Are you sure the left side is  dx/dy?  not dy/dx?  You seem to have gotten the separation upside down.

I think you just separate the variables as they are:
WARNING: THE FOLLOWING DISCUSSION MAY CONTAIN FRACTIONS AND OTHER MATERIAL INAPPROPRIATE FOR CERTAIN COMPUTING SYSTEMS.  BE SURE TO VIEW IT IN A FIXED-SIZE FONT, SUCH AS COURIER.


dx   x - x^3
-- = -------
dy   y - y^3

  dx        dy
------- = -------
x - x^3   y - y^3

[Not  (x - x^3) dx, I think.]

Now integrate each side separately.  Fortunately, they are the same, so you only have to do the work once.

  1            1
------- = ---------------
x - x^3   x(1 - x)(1 + x)

Looks like a partial fractions example.

     1            A      B        C
--------------- = --- + ------ + ----- =
x(1 - x)(1 + x)    x    1 - x    1 + x

A(1 - x^2) + Bx(1 + x) + Cx(1 - x)
---------------------------------- =
         x(1 - x)(1 + x)

A - Ax^2 + Bx + Bx^2 + Cx - Cx^2           1
---------------------------------- = ---------------
   x(1 - x)(1 + x)                  x(1 - x)(1 + x)

So the equations to solve are:

A          = 1    <<<  constants
    B + C = 0    <<<  x - terms
-A + B - C = 0    <<<  x^2 - terms.

-A + 2B = 0  -->  2B = A,  B = 1/2
B + C = 0  -->  C = -1/2

Almost ready:  We have to integrate:

1     1/2     -1/2
--- + ------ + -----
x    1 - x    1 + x
That gives:

ln x - 1/2 ln(1 - x) - 1/2 ln(1 + x) =

ln x - 1/2 [ ln(1 - x) + ln(1 + x)] =

ln x - 1/2 ln[(1 - x)(1 + x)] =

ln x - 1/2 ln[1 - x^2] =

ln x - ln[ sqrt(1 - x^2)] =

       x
ln[ ----------- ]
   sqrt(1-x^2)

That's it for the x-part.  The y-part looks the same, but we will have a constant.]
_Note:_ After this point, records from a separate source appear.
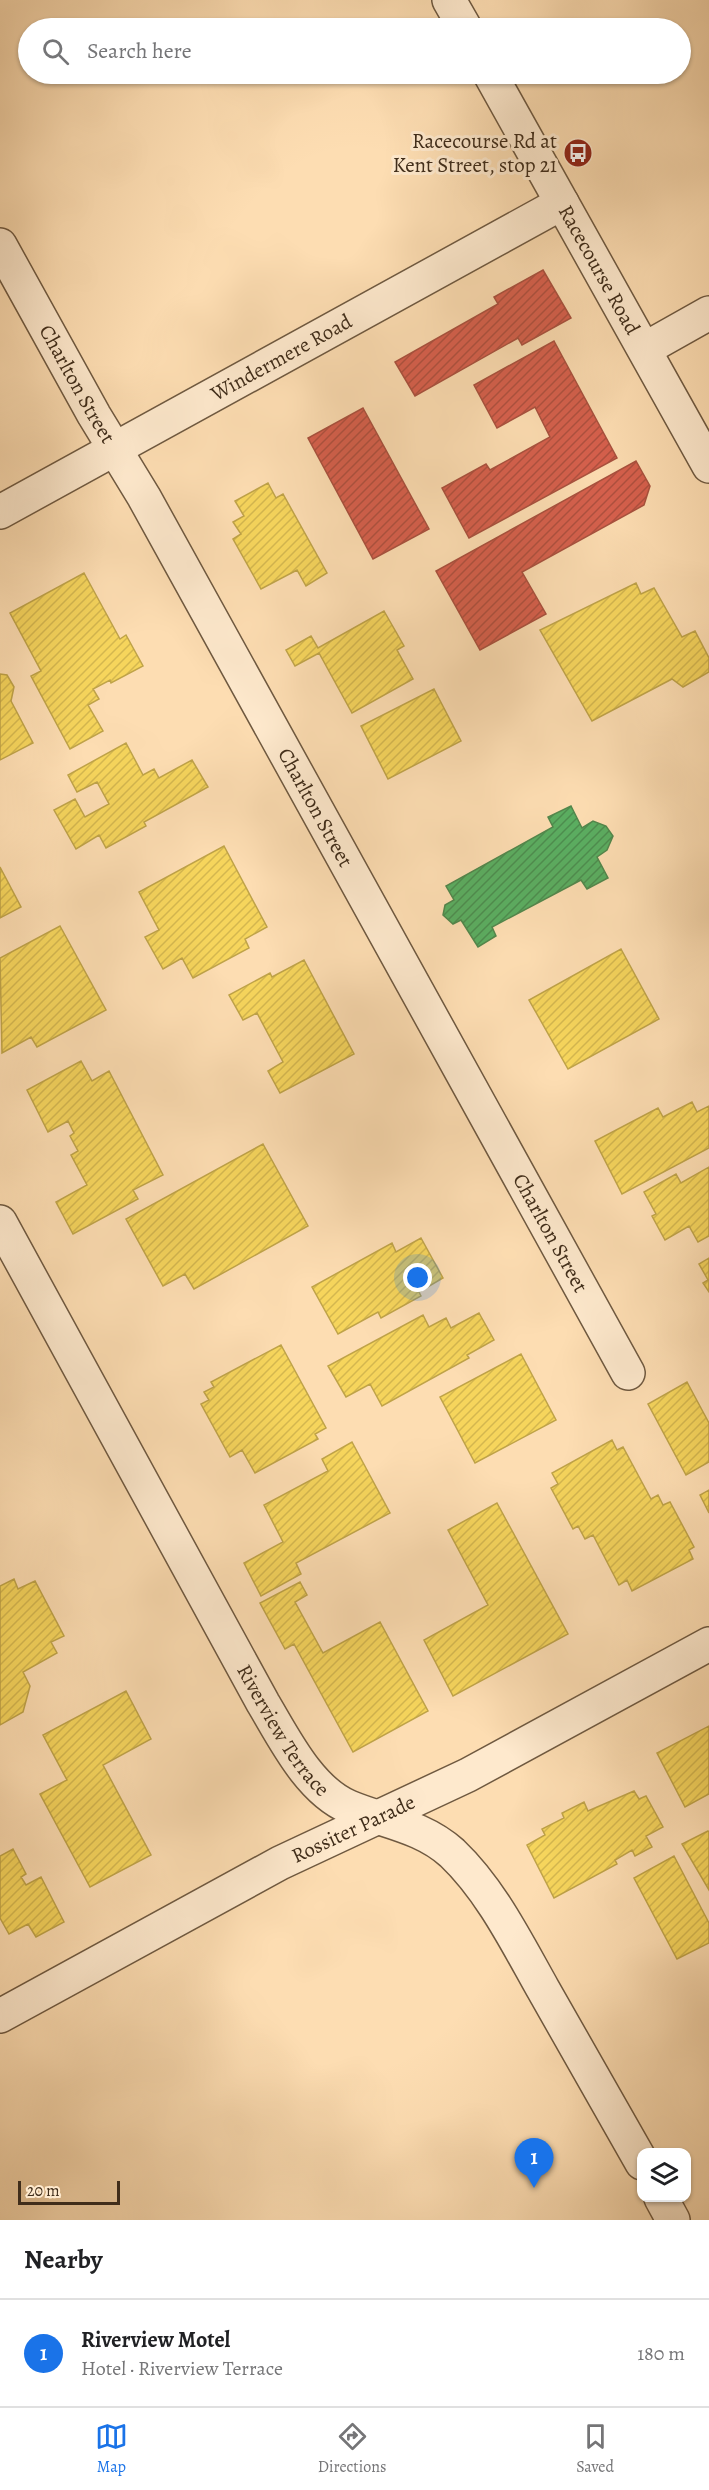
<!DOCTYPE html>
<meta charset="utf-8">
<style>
body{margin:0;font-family:Alegreya,serif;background:#f2f2f2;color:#202124}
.controls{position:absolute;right:18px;bottom:18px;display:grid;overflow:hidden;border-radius:12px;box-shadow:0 2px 4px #0004}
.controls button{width:54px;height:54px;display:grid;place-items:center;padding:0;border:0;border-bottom:2px solid #e0e0e0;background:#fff;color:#202124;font:30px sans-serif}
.scale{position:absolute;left:18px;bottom:15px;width:102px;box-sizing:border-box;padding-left:6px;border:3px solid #402d1a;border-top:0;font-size:16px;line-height:21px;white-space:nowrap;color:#402d1a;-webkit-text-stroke:4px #fee9cd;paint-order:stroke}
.you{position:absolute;left:418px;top:1278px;width:21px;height:21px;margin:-15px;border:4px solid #fff;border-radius:50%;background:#1a73e8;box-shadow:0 0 0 9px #1a73e833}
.badge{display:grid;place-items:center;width:39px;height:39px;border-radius:50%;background:#1a73e8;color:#fff;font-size:20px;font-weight:700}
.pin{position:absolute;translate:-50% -50px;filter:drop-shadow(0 2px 3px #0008)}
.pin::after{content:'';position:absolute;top:32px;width:21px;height:18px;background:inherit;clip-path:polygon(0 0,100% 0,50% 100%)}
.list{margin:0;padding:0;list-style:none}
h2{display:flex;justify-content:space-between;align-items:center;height:78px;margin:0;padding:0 24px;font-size:26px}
h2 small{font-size:20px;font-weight:400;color:#757577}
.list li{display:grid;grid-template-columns:39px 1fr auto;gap:18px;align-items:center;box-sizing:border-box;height:108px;padding:0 24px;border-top:2px solid #e0e0e0}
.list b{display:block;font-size:22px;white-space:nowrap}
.list p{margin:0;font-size:20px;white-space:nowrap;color:#757577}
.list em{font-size:20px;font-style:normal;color:#757577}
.icon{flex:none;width:33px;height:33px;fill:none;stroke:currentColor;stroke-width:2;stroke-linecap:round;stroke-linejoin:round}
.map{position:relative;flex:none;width:709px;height:2220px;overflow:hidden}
.search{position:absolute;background:#fff;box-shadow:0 2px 4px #0004;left:18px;right:18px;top:18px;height:66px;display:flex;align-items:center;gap:15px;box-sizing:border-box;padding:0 21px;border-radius:33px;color:#757577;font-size:22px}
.sheet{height:186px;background:#fff}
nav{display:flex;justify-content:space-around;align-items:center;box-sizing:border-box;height:84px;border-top:2px solid #e0e0e0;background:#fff;font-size:16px;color:#757577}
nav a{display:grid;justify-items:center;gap:3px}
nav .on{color:#1a73e8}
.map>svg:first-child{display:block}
</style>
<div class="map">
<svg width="709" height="2220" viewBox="0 0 709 2220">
<defs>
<pattern id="homes-hatch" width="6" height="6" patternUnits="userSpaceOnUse" patternTransform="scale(1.5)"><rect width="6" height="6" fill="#f6d55c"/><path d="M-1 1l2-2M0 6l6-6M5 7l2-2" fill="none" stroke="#d4b74f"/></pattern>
<pattern id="shops-hatch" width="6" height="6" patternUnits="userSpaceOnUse" patternTransform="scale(1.5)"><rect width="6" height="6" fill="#d6604d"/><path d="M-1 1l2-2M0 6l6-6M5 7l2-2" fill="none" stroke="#af503f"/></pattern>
<pattern id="public-hatch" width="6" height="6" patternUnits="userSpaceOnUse" patternTransform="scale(1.5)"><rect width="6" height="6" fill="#5aae61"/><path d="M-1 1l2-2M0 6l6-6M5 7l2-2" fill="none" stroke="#4c8e4f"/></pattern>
</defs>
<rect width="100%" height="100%" fill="#fdddb2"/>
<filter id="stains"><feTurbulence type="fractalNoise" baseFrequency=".00333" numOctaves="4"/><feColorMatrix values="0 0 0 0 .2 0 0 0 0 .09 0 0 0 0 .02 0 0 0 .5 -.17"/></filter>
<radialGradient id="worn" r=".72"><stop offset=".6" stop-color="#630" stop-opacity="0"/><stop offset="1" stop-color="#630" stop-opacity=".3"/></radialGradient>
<path fill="url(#homes-hatch)" stroke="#bfa348" stroke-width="1.5" d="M268 483 276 498 283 494 327 573 306 586 297 570 261 589 233 539 241 534 233 522 244 516 235 501Z
M84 573 120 639 126 635 143 666 111 683 110 680 93 689 99 699 88 705 103 731 70 749 31 676 41 671 10 613Z
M636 583 641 594 654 588 682 637 695 631 709 658V672L683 687 672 679 592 721 540 630Z
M384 611 404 646 397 650 413 679 352 713 319 653 295 666 286 650 311 636 318 648Z
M0 674 7 675 14 687 11 701 33 743 0 760Z
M434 689 461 741 388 779 361 726Z
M126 743 143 775 154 769 159 778 192 760 208 787 144 822 146 826 106 848 99 835 76 849 54 810 75 799 85 817 109 804 97 782 77 792 68 775Z
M224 846 267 927 245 939 249 948 193 978 182 958 163 969 145 937 159 930 139 892Z
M0 867 21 907 0 918Z
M60 926 106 1010 37 1047 31 1037 2 1053 0 958Z
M621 949 659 1019 568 1069 529 1000Z
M304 960 354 1054 280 1093 268 1071 283 1062 257 1013 243 1020 229 995 270 973 272 977Z
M81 1061 92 1081 109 1071 163 1175 133 1190 138 1199 73 1234 56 1202 87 1185 71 1155 78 1151 70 1136 74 1133 68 1121 48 1132 27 1090Z
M692 1102 697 1112 709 1106V1148L622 1194 595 1141 658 1108 663 1117Z
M263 1144 308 1226 194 1289 185 1274 163 1286 126 1219Z
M709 1167V1236L698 1242 689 1226 665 1240 652 1216 656 1214 644 1192 676 1174 681 1183Z
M421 1238 443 1278 419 1292 421 1296 381 1318 378 1312 338 1334 312 1287 392 1243 396 1252Z
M709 1258V1292L703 1283 708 1280 699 1264Z
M479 1313 494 1340 467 1355 469 1358 382 1406 370 1384 346 1397 328 1366 423 1315 429 1327 446 1318 451 1328Z
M281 1345 326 1428 315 1434 318 1439 255 1473 242 1450 230 1457 201 1404 209 1400 204 1392 214 1387 211 1382Z
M521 1354 556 1420 475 1463 440 1397Z
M687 1382 709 1423V1462L686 1475 648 1404Z
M612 1440 617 1450 623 1447 651 1499 658 1495 663 1505 670 1502 694 1547 689 1550 693 1559 632 1591 627 1580 619 1585 593 1535 585 1539 578 1526 573 1529 551 1488 558 1484 552 1473Z
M352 1442 390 1513 296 1563 301 1574 261 1596 244 1563 283 1542 264 1505 328 1471 322 1459Z
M709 1490V1513L700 1495Z
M497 1503 568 1634 453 1696 424 1640 488 1605 448 1530Z
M14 1579 18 1589 35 1581 64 1636 51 1642 57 1653 23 1672 30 1686 23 1712 0 1725V1586Z
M300 1582 307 1595 295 1602 323 1653 380 1622 428 1711 353 1752 294 1644 285 1649 260 1603Z
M126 1691 151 1739 103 1765 151 1855 90 1887 40 1794 67 1780 43 1735Z
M709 1726V1794L685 1807 657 1753Z
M634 1791 639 1799 646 1796 663 1827 646 1836 652 1847 635 1856 632 1850 615 1860 617 1864 554 1898 527 1845 545 1835 542 1829 564 1818 562 1813 584 1802 588 1811Z
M708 1831 709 1832V1890L682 1844Z
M13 1849 26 1874 21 1877 26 1885 41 1877 64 1922 36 1937 28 1924 9 1934 0 1918V1856Z
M674 1856 709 1923V1943L677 1959 634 1878Z"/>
<path fill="url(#shops-hatch)" stroke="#a9513e" stroke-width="1.5" d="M543 270 571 318 522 345 518 338 415 396 395 362 498 304 494 297Z
M554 341 617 458 469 538 442 488 486 464 490 470 550 437 535 407 497 428 474 385Z
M363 408 429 529 373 559 308 438Z
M636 461 650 486 644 505 522 572 546 614 480 650 436 571Z"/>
<path fill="url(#public-hatch)" stroke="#52874c" stroke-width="1.5" d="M571 806 582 828 593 821 606 826 613 836 607 850 597 857 608 878 587 889 581 880 492 927 496 936 478 947 461 920 453 924 443 915 445 905 454 900 446 886 553 827 548 817Z"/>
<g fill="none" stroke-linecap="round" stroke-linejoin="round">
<g stroke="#6f5940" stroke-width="36">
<g id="minor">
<path id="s1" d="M0 245 94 415 144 497 628 1373"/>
<path d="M645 349 709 313"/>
<path id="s2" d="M0 512 562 203"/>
<path id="s3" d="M0 1222 263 1703C284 1738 309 1790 349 1807 385 1822 422 1826 452 1853 491 1890 517 1943 543 1989 576 2047 609 2105 642 2163"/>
<path id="s4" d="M0 2016 280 1863 468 1775 709 1644"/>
<path d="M661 2198 673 2220"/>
</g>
</g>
<g stroke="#6f5940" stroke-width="36">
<g id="tertiary">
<path d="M449 0 465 28"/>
<path id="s5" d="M490 74 709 466"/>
</g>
</g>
<use href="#minor" stroke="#fee9cd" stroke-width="33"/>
<use href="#tertiary" stroke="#fee9cd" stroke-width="33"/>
</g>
<defs>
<g id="bus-disc" transform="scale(1.5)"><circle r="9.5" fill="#8f2418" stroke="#fee9cd"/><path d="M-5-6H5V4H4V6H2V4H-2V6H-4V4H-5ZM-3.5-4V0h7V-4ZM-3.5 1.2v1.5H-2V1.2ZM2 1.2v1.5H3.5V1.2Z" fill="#fff"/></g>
</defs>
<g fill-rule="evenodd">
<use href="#bus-disc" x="578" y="153"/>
</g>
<g text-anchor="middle" stroke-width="6" stroke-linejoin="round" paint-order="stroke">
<g font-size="21" fill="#402d1a" stroke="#fee9cd" text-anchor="end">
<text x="557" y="148">Racecourse Rd at<tspan x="557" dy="24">Kent Street, stop 21</tspan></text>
</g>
<g font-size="21" fill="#402d1a" stroke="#fee9cd">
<text dy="7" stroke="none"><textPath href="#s5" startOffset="224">Racecourse Road</textPath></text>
<text dy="7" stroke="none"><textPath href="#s2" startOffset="321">Windermere Road</textPath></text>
<text dy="7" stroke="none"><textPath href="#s1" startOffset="159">Charlton Street</textPath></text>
<text dy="7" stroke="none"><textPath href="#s1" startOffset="645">Charlton Street</textPath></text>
<text dy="7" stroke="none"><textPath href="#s1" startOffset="1131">Charlton Street</textPath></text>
<text dy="7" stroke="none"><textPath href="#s3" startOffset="582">Riverview Terrace</textPath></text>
<text dy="7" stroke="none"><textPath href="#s4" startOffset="400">Rossiter Parade</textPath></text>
</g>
</g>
<rect width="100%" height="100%" filter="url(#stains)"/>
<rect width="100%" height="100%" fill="url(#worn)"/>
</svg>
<div class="controls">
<button><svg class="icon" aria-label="layers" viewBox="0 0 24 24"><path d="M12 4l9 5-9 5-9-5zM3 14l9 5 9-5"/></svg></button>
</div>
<div class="scale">20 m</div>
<div class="you"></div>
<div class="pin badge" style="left:534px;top:2188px">1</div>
<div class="search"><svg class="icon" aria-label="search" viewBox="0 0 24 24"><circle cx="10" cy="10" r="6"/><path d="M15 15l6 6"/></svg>Search here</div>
</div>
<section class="sheet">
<h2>Nearby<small></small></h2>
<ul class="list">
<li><span class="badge">1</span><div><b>Riverview Motel</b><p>Hotel · Riverview Terrace</p></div><em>180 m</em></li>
</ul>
</section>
<nav>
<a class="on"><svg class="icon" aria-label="map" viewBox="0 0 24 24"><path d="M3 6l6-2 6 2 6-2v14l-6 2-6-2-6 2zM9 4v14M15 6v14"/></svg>Map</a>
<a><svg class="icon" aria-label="directions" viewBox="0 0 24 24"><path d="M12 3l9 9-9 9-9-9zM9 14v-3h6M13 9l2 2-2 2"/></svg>Directions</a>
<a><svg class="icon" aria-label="saved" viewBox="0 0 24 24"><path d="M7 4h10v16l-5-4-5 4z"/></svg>Saved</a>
</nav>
       x                  y
ln[ ----------- ] = ln[-----------] + c0
   sqrt(1-x^2)        sqrt(1-y^2)


       x                  y
ln[ ----------- ] - ln[-----------] = c0
   sqrt(1-x^2)        sqrt(1-y^2)

More logarithm tricks:
        x       sqrt(1-y^2)
ln [ ----------- -----------] = c0
    sqrt(1-x^2)      y


    x       sqrt(1-y^2)
----------- -----------  = C1,  which is just  e^c0
sqrt(1-x^2)      y

  x^2    1-y^2
------- -------  = C2,  which is just  C1^2
 1-x^2    y^2

And I guess that's where you stop.  I.E. You DON'T bother solving for y.  You got the original equation in IMPLICIT form, so you can leave the answer that way.